TASK TO CARRY OUT: Your reply should be a single number, the count of lines in the records that contain the string "image".

PROVIDED DATA:
- - -

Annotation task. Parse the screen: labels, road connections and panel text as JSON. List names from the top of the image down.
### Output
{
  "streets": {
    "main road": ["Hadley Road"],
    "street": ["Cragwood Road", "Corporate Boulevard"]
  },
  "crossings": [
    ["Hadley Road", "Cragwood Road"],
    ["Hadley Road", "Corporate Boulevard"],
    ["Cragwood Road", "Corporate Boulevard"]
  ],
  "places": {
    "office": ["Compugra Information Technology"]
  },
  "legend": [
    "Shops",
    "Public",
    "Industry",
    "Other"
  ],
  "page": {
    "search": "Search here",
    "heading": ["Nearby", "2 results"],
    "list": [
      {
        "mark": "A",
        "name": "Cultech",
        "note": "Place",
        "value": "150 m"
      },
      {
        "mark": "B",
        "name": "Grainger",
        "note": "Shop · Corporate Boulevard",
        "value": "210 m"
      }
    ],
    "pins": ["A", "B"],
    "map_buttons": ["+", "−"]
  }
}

- - -

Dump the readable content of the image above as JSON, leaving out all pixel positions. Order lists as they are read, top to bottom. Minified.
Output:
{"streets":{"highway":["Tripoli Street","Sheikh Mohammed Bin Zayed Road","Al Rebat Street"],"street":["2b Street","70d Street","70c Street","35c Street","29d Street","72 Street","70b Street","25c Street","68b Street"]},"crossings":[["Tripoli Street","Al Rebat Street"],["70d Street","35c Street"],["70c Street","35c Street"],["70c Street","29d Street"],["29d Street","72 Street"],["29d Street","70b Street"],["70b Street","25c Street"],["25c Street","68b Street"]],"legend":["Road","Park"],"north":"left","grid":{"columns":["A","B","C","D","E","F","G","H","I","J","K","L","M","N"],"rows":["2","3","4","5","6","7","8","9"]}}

- - -

ANSWER SPACE: 2